What's the catch? Frankly, and all conjecture aside, there's no real catch that we can detect right now. Mark noted that the advertising positioned next to the document page while you're using ThinkFree is quite obvious. He's right, but we both found that the static ads did not actually distract us from getting anything done. The only issue that might be considered a catch is the fact that ThinkFree Office is still being touted as a beta. For the record, we doubt that anyone will lose any files of any kind, and ThinkFree Corp appears to be taking this concern very seriously. On the other hand, smart users will always make their own backups, and the ubiquity of CD/DVD burners makes backups awfully easy to do even when traveling. Accidents happen, so we say be smart. If you've got a gmail account with all its attendant free storage space, why not simply send yourself all your ThinkFree documents?

If you're wondering how a relative newcomer like ThinkFree Office is fairing against Microsoft Office, you don't have to look far. A comparatively tiny number of people are using ThinkFree Office. The product should actually have a relatively broad appeal, and those who use it should enjoy both its functionality and the stability of the online environment in which it operates. Microsoft is fully aware of ThinkFree's presence, but has little to fear at this point in particular because the shiny new Microsoft Office 2007 has been radically redesigned.

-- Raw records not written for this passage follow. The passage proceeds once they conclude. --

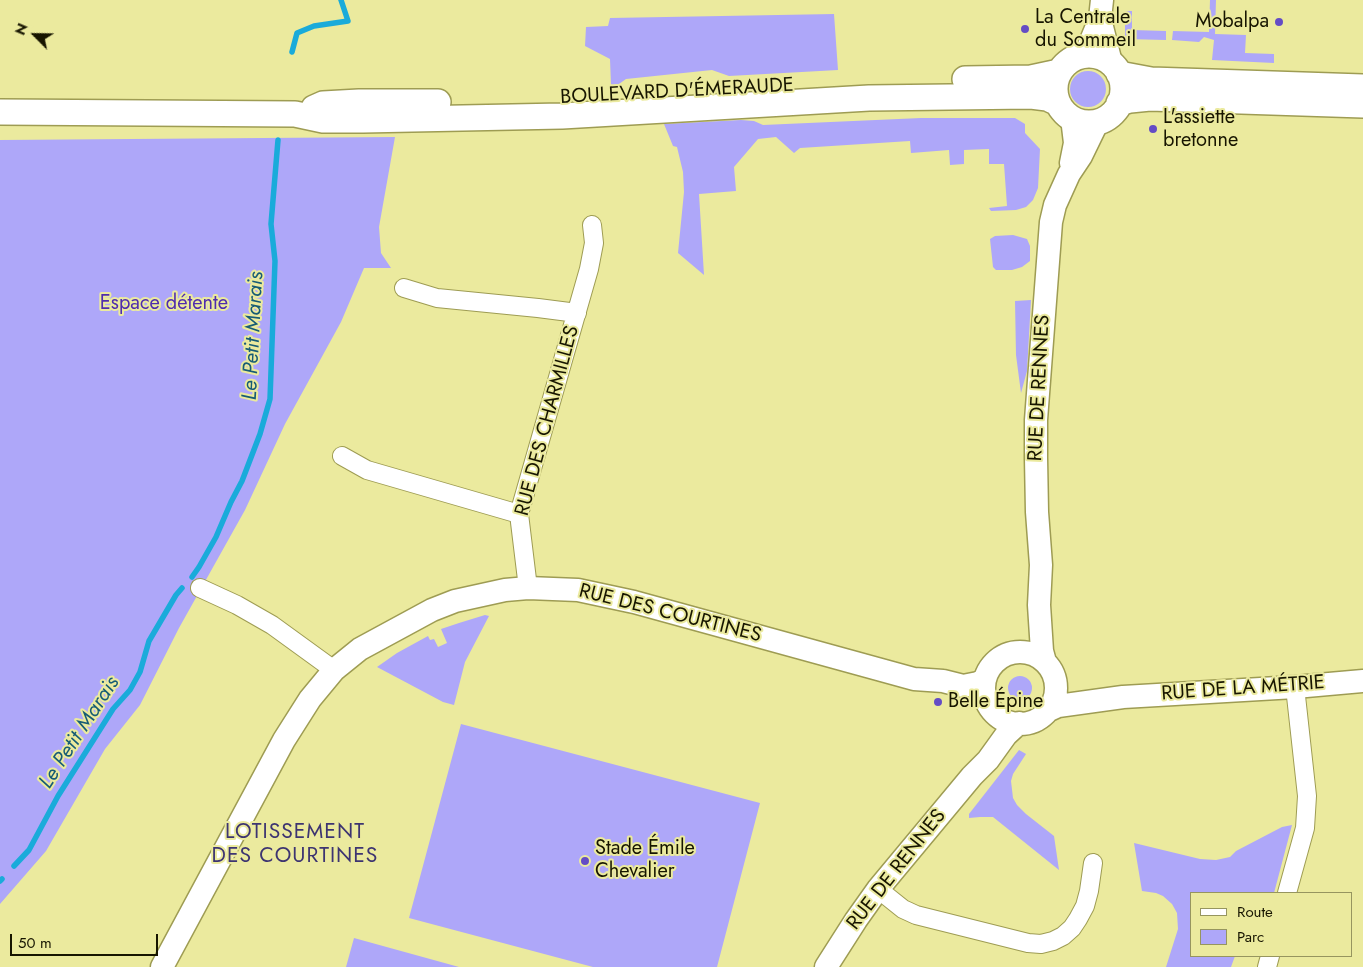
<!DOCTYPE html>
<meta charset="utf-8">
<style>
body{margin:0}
#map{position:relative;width:1363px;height:967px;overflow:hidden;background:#ebea9e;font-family:Jost,sans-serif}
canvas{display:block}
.legend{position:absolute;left:1190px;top:892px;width:162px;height:65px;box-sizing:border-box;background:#ebea9e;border:1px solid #96955f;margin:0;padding:6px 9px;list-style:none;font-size:15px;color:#171500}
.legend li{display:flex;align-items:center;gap:10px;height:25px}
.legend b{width:25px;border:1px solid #96955f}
.north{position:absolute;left:10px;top:10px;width:50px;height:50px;-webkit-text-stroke:4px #ebea9e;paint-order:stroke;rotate:293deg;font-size:14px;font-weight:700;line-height:20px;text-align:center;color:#171500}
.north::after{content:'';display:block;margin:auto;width:18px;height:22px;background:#171500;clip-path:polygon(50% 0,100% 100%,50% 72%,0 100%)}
.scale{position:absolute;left:10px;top:934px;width:148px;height:22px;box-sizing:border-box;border:2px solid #171500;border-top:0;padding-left:6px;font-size:15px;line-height:18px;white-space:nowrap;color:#171500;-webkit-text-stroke:4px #ebea9e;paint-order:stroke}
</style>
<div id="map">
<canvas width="1363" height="967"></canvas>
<ul class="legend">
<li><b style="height:6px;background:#fff"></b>Route</li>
<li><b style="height:14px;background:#aea7f9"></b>Parc</li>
</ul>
<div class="north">N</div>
<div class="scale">50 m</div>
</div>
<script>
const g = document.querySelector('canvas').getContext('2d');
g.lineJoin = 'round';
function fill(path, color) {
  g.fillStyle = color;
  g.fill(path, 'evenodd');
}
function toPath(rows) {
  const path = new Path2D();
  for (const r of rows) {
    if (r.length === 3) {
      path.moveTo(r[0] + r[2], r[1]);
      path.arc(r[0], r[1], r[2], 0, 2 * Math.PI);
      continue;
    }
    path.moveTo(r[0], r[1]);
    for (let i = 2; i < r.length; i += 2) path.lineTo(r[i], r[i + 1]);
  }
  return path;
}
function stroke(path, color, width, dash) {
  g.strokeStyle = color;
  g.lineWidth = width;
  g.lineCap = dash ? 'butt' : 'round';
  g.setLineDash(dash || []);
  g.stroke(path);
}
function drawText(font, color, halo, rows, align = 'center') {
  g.font = font + ' Jost,sans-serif';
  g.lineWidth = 4;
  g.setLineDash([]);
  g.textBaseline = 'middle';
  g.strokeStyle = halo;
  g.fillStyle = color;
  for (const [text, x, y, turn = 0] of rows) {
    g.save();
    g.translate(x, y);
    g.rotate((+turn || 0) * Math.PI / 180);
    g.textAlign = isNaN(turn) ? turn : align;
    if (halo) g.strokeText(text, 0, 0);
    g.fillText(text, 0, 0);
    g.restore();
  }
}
fill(toPath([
 [1210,0,1216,0,1215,34,1246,35,1245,53,1274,54,1274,63,1212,60,1214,40,1204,37,1199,42,1172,40,1173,31,1209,32],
 [1125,11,1132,11,1132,30,1166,31,1166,40,1125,39],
 [834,14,838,70,729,76,712,70,626,79,619,84,611,85,610,59,585,46,586,27,608,26,610,18],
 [1088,89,18],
 [921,118,1015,118,1025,124,1025,133,1040,149,1038,188,1033,200,1026,207,1016,210,991,211,989,208,1007,206,1004,164,989,164,989,149,964,150,964,164,950,165,949,150,911,153,910,141,800,148,794,153,776,137,758,139,734,167,736,191,699,194,704,275,678,253,684,192,683,172,677,147,673,146,664,124,741,120,754,121,763,125],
 [395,137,379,227,381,253,391,268,364,268,341,322,285,424,245,510,179,628,140,705,105,749,46,851,0,904,0,140],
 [1013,235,1027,239,1030,246,1030,261,1022,267,1012,270,996,270,993,267,990,239,995,236],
 [1031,300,1027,371,1021,393,1016,355,1015,301],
 [485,615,489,616,465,662,454,705,443,702,377,667,397,653,428,636,430,640,434,639,438,647,447,643,441,629,459,623],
 [1020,688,12],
 [461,724,760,803,717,967,593,967,409,918],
 [1019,750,1026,754,1013,774,1011,781,1013,798,1017,805,1026,814,1054,836,1059,870,993,817,980,817,969,818,969,814],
 [1292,825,1274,893,1192,893,1192,956,1235,956,1231,967,1166,967,1178,929,1177,913,1172,904,1163,896,1156,893,1142,891,1134,843,1200,859,1216,860,1230,857,1236,851,1282,827],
 [354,938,459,967,346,967]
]), '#aea7f9');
stroke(toPath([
 [292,52,297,33,314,26,348,21,341,0],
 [192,577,199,567,216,537,231,502,242,481,260,434,270,399,275,261,271,224,278,140],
 [14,866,29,850,58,796,113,709,130,690,140,672,149,641,176,595,182,588],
 [0,881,2,879]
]), '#1aabda', 5.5);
const minor = toPath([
 [404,288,437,298,538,308,577,313],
 [342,456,367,470,519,514],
 [200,588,237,605,272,625,334,670],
 [528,588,519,514,589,269,594,243,592,225],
 [878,889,903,909,916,915,1028,943,1041,944,1053,941,1063,936,1072,928,1078,919,1085,906,1089,891,1093,863],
 [1287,893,1305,828,1307,796,1295,687],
 [1267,967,1270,956]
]);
const tertiary = toPath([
 [1102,0,1100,19,1111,63],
 [1085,55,1100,19],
 [1071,163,1075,143,1072,118],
 [1020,688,36],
 [1045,662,1042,651,1039,605,1041,565,1037,512,1036,458,1036,420,1051,222,1055,205,1069,174,1081,156,1098,121],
 [1047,711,1058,706,1123,697,1295,687,1363,681],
 [162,967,284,740,310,699,334,670,360,649,432,610,455,601,505,590,528,588,578,590,634,602,914,679,943,681,963,686,978,683,985,679],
 [826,967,856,920,878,889,972,776,988,760,1006,735,1019,723]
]);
const secondary = toPath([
 [1089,89,34],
 [1119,74,1151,80,1363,87],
 [965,79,1031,78,1059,72],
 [1119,103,1130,100,1150,98,1363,105],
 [314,108,323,104,359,102,438,102],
 [0,112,295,114,323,120,363,120,562,116,869,98,1031,96,1047,98,1058,103]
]);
stroke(minor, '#9e9c53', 20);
stroke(tertiary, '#9e9c53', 25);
stroke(secondary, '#9e9c53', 28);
stroke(minor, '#fff', 18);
stroke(tertiary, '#fff', 22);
stroke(secondary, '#fff', 25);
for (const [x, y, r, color] of [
 [1279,22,5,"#644cc5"],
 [1025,29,5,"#644cc5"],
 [1153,129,5,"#644cc5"],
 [938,702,5,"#644cc5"],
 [585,861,5,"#644cc5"]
]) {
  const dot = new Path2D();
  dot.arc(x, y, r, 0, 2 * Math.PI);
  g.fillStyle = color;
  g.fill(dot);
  stroke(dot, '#ebea9e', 2);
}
drawText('20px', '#171500', '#ebea9e', [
 ["La Centrale",1035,18],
 ["du Sommeil",1035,41],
 ["Mobalpa",1269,22,"right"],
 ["L'assiette",1163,118],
 ["bretonne",1163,141],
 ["Belle Épine",948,702],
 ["Stade Émile",595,849],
 ["Chevalier",595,872]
], 'left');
drawText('20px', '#171500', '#ebea9e', [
 ["BOULEVARD D'ÉMERAUDE",677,92,-3],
 ["RUE DE RENNES",1040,388,-87],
 ["RUE DES CHARMILLES",548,421,-75],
 ["RUE DES COURTINES",670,614,14],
 ["RUE DE LA MÉTRIE",1243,689,-4],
 ["RUE DE RENNES",897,870,-52]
]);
drawText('20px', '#4f2cae', '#ebea9e', [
 ["Espace détente",164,304]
]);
drawText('italic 21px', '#175c75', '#ebea9e', [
 ["Le Petit Marais",254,336,-87],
 ["Le Petit Marais",80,733,-57]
]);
g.letterSpacing = '1px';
drawText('21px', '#3d3471', '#ebea9e', [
 ["LOTISSEMENT",295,833],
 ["DES COURTINES",295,857]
]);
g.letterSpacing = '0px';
</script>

For people who have to access active documents while traveling, ThinkFree represents something that Microsoft just can't touch right now. Options such as GoToMyPC and PC Anywhere require direct access to a PC that's been appropriately set up—not the most convenient situation, and effectively useless when you can't get your own laptop online. The fact remains that most hotels still don't offer universal wired or wireless high speed internet access in every room, and if you have to get online internet cafe-style, forget about GoToMyPC and PC Anywhere. To get into ThinkFree Office, on the other hand, all you need is a Java-enabled browser.

Cons: It's all free, so it's also natural to expect some bugs (and it's still a beta product after all). You can download any of the documents to your local hard drive (or wherever you choose). Unfortunately, complex downloaded Write documents don't retain much of their formatting when loaded into Microsoft Word, so it's best to print directly from the ThinkFree application menus while you're online. Keep in mind that Microsoft Works, that oft derided suite of programs, is actually an incredibly good value. If you don't really have a need for a web based office suite but you need to keep costs down, Works 2006 is really an amazing package.

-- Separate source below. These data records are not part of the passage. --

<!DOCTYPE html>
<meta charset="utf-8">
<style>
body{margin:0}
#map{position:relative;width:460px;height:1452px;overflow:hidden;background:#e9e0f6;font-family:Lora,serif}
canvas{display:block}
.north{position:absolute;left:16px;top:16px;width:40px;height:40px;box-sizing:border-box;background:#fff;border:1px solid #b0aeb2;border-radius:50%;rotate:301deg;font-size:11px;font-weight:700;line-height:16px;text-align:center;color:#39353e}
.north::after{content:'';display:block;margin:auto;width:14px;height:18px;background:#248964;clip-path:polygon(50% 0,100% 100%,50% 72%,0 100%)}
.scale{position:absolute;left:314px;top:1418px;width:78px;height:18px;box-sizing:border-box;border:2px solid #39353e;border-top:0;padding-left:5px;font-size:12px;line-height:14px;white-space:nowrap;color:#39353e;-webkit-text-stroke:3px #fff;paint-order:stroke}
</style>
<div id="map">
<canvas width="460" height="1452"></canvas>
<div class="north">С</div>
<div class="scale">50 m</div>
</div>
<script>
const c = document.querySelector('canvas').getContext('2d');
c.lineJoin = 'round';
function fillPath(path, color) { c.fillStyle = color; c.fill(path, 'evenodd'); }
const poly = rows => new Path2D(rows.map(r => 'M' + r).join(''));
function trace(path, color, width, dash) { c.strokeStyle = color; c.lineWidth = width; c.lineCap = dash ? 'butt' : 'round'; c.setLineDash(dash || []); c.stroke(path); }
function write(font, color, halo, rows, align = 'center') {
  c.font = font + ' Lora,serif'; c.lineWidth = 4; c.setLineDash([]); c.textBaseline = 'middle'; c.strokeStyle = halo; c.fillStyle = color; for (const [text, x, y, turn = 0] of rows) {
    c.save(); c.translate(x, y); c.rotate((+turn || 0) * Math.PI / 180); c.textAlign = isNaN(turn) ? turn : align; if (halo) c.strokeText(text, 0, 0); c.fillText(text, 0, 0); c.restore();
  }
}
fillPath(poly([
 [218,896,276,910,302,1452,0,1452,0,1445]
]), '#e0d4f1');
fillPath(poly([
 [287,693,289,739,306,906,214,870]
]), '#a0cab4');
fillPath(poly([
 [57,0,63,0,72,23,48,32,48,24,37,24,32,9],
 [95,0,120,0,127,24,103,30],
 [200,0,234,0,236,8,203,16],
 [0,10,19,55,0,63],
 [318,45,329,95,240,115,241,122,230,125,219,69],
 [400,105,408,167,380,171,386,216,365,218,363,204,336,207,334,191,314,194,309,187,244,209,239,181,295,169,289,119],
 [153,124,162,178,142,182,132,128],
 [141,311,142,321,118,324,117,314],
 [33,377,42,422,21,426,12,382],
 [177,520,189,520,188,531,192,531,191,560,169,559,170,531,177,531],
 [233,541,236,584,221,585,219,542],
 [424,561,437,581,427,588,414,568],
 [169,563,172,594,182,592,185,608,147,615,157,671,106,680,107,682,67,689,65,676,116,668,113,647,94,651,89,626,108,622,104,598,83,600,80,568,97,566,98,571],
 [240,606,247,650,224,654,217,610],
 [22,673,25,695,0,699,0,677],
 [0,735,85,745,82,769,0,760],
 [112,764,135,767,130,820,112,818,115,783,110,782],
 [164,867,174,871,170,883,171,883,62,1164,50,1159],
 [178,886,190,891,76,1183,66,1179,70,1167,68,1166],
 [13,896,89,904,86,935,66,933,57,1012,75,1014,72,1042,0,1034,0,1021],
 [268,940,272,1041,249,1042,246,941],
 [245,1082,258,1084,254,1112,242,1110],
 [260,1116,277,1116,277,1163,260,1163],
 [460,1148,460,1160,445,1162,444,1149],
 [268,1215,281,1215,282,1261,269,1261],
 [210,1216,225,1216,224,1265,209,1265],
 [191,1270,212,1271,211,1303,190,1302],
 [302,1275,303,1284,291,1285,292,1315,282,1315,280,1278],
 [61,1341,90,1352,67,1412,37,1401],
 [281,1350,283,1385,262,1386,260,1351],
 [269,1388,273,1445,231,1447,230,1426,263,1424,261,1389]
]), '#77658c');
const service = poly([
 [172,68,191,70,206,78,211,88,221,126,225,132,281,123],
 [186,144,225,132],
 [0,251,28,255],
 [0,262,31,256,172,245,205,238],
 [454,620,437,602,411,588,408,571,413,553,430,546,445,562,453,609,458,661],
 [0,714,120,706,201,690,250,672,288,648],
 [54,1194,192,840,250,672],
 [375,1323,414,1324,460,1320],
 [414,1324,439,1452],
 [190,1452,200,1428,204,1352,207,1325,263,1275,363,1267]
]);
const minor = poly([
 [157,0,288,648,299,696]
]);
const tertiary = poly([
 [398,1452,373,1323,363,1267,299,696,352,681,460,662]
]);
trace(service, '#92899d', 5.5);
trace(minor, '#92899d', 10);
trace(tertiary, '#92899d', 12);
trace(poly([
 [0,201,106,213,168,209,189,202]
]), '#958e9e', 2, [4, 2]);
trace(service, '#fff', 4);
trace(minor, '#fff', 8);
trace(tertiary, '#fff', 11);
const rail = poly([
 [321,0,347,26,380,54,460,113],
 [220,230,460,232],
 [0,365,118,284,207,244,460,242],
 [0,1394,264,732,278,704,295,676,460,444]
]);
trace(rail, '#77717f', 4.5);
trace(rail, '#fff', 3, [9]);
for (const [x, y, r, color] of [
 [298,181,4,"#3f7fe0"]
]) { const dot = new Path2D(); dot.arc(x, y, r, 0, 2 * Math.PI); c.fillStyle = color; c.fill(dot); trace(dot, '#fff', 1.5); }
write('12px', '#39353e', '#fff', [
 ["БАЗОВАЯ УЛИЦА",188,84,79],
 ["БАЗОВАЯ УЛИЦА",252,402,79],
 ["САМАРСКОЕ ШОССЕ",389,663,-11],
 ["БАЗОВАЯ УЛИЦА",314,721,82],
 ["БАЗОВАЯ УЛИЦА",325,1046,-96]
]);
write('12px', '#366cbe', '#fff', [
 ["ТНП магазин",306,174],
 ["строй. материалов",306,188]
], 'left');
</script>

Pros: No crashes, lost documents or any other anomalies during two months of testing and use. Create complex documents, spreadsheets and presentations using a comprehensive set of formatting and graphics tools apparently lifted straight out of Microsoft Office. Surprisingly speedy operation. Document sharing is as simple as clicking a couple of commands. You can share through an existing blog or via e-mail, or publish to the open ThinkFree blog. Fills an important need for online document creation. Great for many business travelers (imagine not having to worry about hauling a laptop to meetings, instead logging on to ThinkFree from your client's meeting room using his computer and network). Lots of creative possibilities and lots of solid business possibilities. It's free. Recommended.